Coach, player names are available to the general public as well.


----------



## Mic Nificent (Dec 26, 2019)

Parents are well aware of bending the rules and they should set a better example for their own kids. If they want to play both don’t play DA and don’t try to go around the rules for their own benefit (the parents) and then blame someone else for being exposed. Sacrifices are made all the time. Explaining it to your kid and letting them know they have to make a choice DA/no high school or another league/and play high school is a great way to have a conversation with your kid and give them control of their own soccer path and decision making instead of bending rules to have your “cake and eat it too”.


----------



## futboldad1 (Dec 26, 2019)

Yak said:


> The only players that I know personally with waivers are not rich.  The waivers protect their needs-based high school scholarships.  Not all DA clubs will allow it though.


my experience is the opposite with those I know, mostly rich families have the waivers. I’d guess it’s a combination of the two, if the coach can work the system and the kid helps them win it will be done....

But honestly i am uncomfortable with kids getting named in this, please everyone respect those U18 when it comes to negative postings......


----------



## SoccerFrenzy (Dec 26, 2019)

Mic Nificent said:


> Parents are well aware of bending the rules and they should set a better example for their own kids. If they want to play both don’t play DA and don’t try to go around the rules for their own benefit (the parents) and then blame someone else for being exposed. Sacrifices are made all the time. Explaining it to your kid and letting them know they have to make a choice DA/no high school or another league/and play high school is a great way to have a conversation with your kid and give them control of their own soccer path and decision making instead of bending rules to have your “cake and eat it too”.


How is it breaking a rule if private schools can give out waivers? It’s not a public school they are attending. Confused here. Trust me I don’t believe that only players from private schools should get waivers, not right! But again don’t see them doing anything wrong here if the rules are only giving “private school students” waivers.


----------



## timbuck (Dec 26, 2019)

Similar situation at J Serra.  While not the “da” team, a big majority of the ecnl team is playing  in high school with their ecnl coach.


----------



## Soccerhelper (Dec 26, 2019)

futboldad1 said:


> my experience is the opposite with those I know, mostly rich families have the waivers.
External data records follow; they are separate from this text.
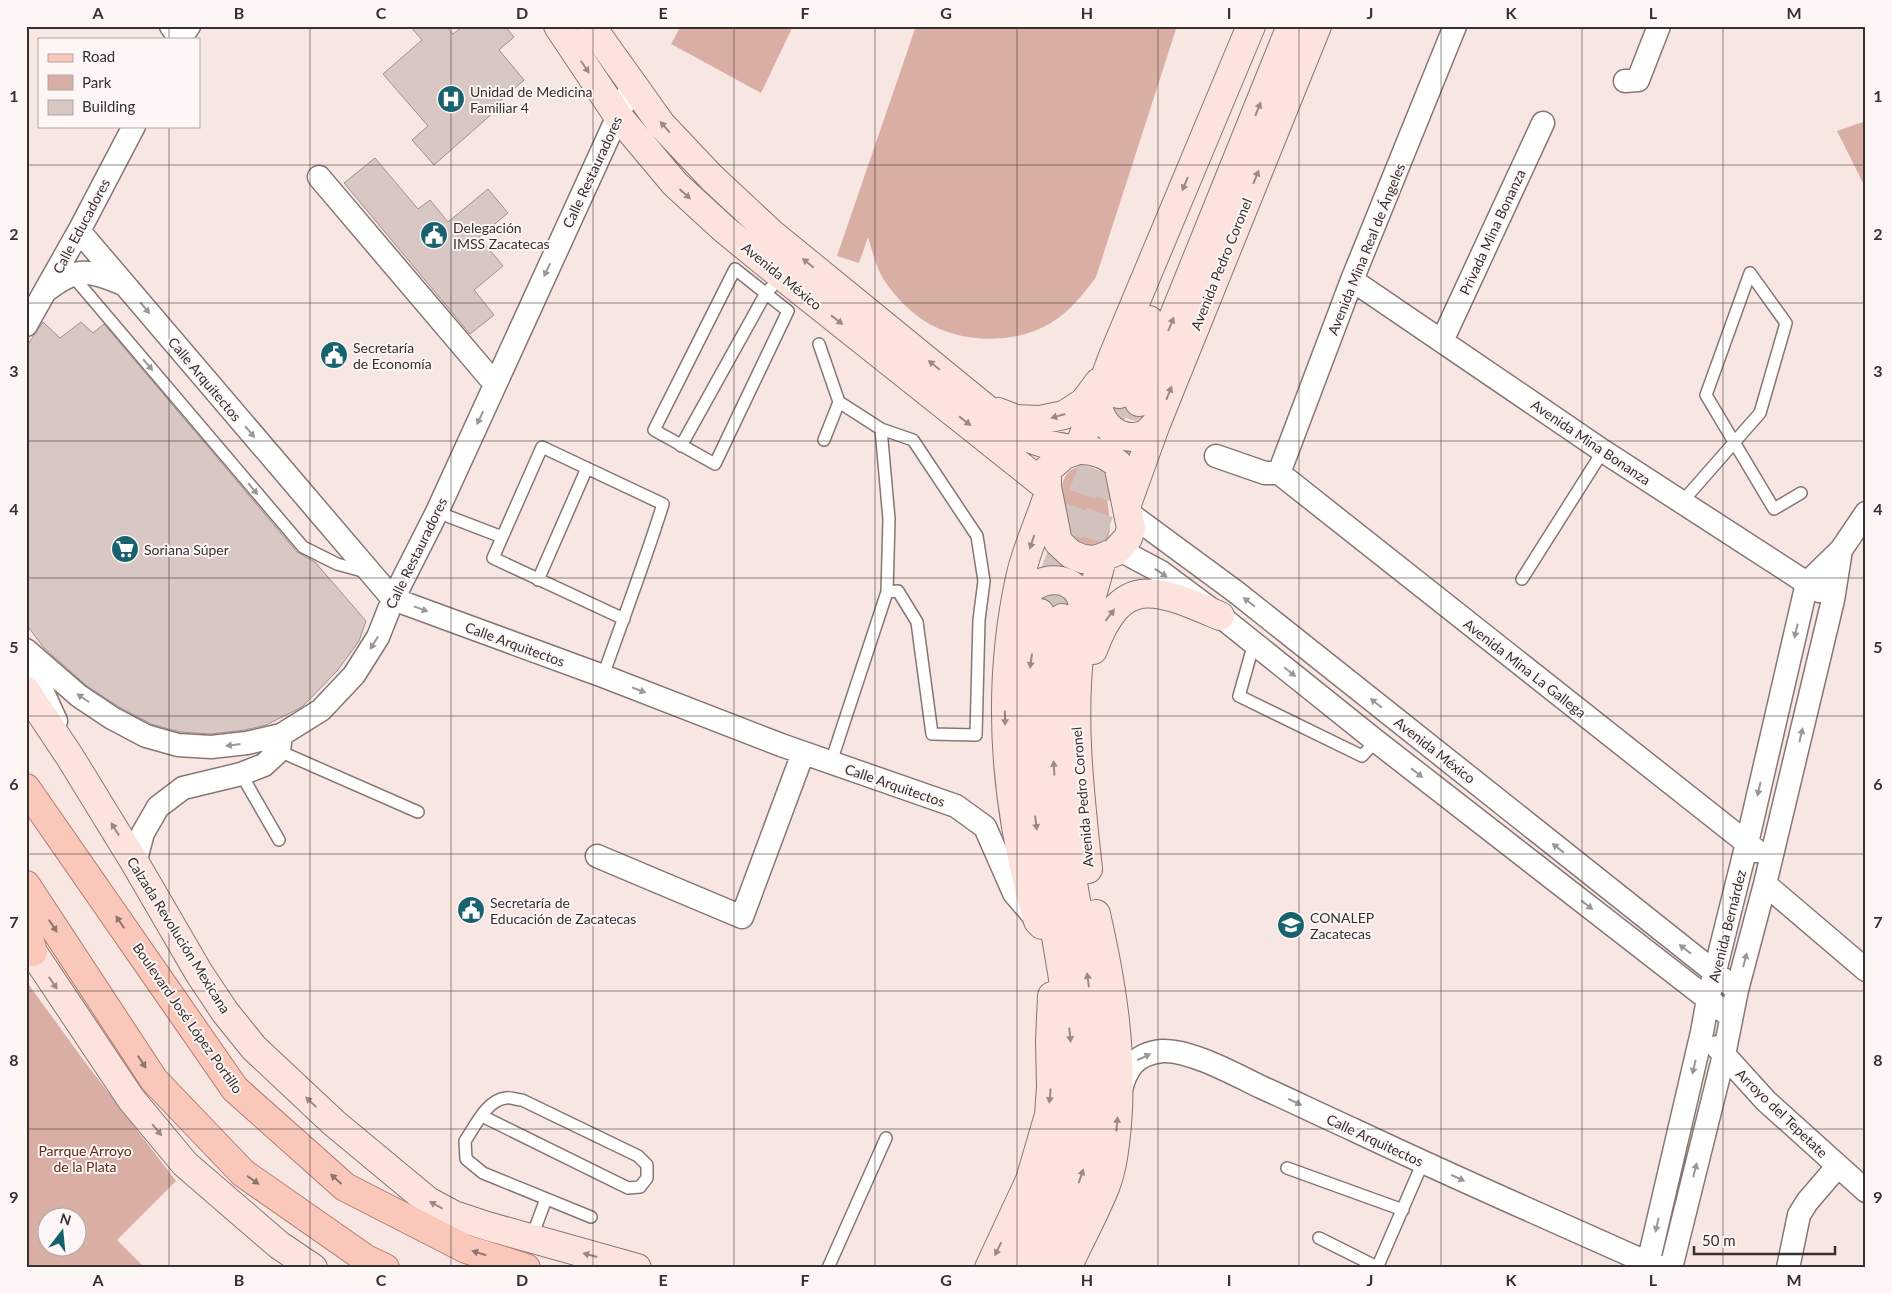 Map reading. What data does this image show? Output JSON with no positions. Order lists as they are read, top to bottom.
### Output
{
  "streets": {
    "main road": ["Boulevard José López Portillo"],
    "street": [
      "Calle Restauradores",
      "Calle Educadores",
      "Privada Mina Bonanza",
      "Avenida Mina Real de Ángeles",
      "Avenida Pedro Coronel",
      "Avenida México",
      "Calle Arquitectos",
      "Avenida Mina Bonanza",
      "Avenida Mina La Gallega",
      "Avenida Bernárdez",
      "Calzada Revolución Mexicana",
      "Arroyo del Tepetate"
    ]
  },
  "crossings": [
    ["Calle Restauradores", "Avenida México"],
    ["Calle Restauradores", "Calle Arquitectos"],
    ["Calle Educadores", "Calle Arquitectos"],
    ["Privada Mina Bonanza", "Avenida Mina Bonanza"],
    ["Avenida Mina Real de Ángeles", "Avenida Mina Bonanza"],
    ["Avenida Mina Real de Ángeles", "Avenida Mina La Gallega"],
    ["Avenida Pedro Coronel", "Avenida México"],
    ["Avenida Pedro Coronel", "Calle Arquitectos"],
    ["Avenida México", "Avenida Bernárdez"],
    ["Calle Arquitectos", "Avenida Bernárdez"],
    ["Avenida Mina Bonanza", "Avenida Bernárdez"],
    ["Avenida Mina La Gallega", "Avenida Bernárdez"],
    ["Avenida Bernárdez", "Arroyo del Tepetate"]
  ],
  "one_way": ["Calle Arquitectos"],
  "parks": ["Parrque Arroyo de la Plata"],
  "places": {
    "hospital": ["Unidad de Medicina Familiar 4"],
    "public building": ["Delegación IMSS Zacatecas", "Secretaría de Economía", "Secretaría de Educación de Zacatecas"],
    "supermarket": ["Soriana Súper"],
    "school or university": ["CONALEP Zacatecas"]
  },
  "legend": ["Road", "Park", "Building"],
  "scale_bar": "50 m",
  "north": "top",
  "grid": {
    "columns": [
      "A",
      "B",
      "C",
      "D",
      "E",
      "F",
      "G",
      "H",
      "I",
      "J",
      "K",
      "L",
      "M"
    ],
    "rows": [
      "1",
      "2",
      "3",
      "4",
      "5",
      "6",
      "7",
      "8",
      "9"
    ]
  }
} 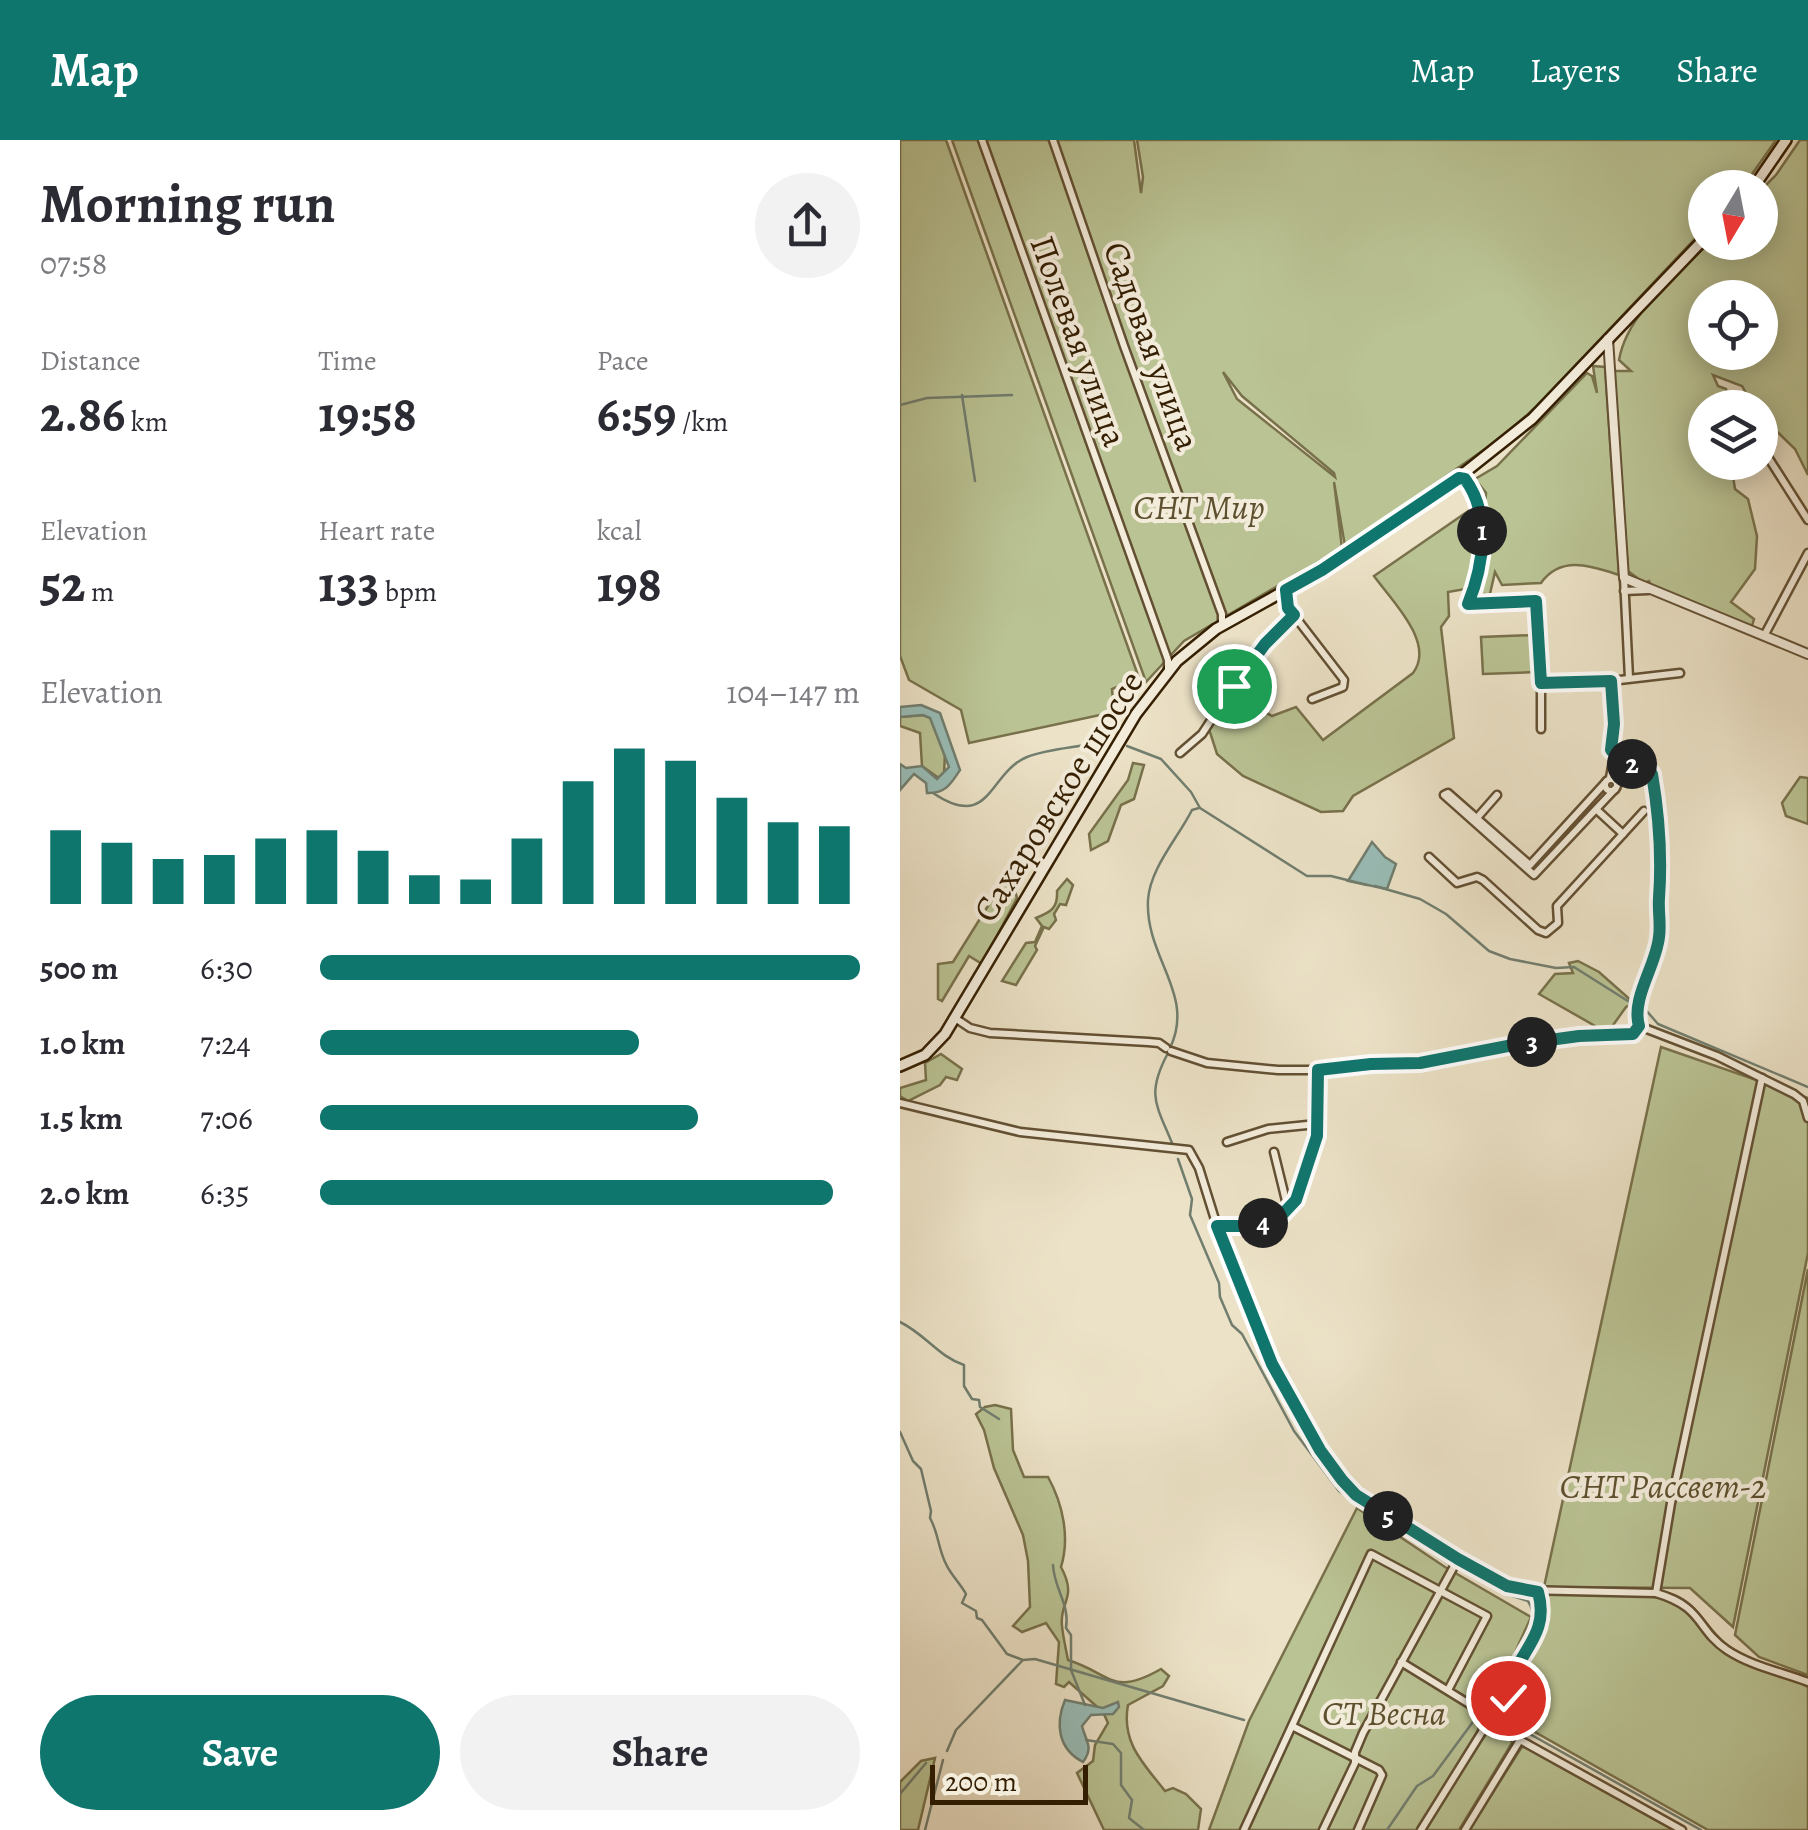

I’d guess it’s a combination of the two, if the coach can work the system and the kid helps them win it will be done....
> 
> But honestly i am uncomfortable with kids getting named in this, please everyone respect those U18 when it comes to negative postings......


Yes, good rule.  @Mic Nificent no harm no  foul.  When I got here to the fabulous forum in 2013 dads were saying all sorts of things about my #7 back then.


----------



## Mic Nificent (Dec 26, 2019)

Soccerhelper said:


> Yes, good rule.  @Mic Nificent no harm no  foul.  When I got here to the fabulous forum in 2013 dads were saying all sorts of things about my #7 back then.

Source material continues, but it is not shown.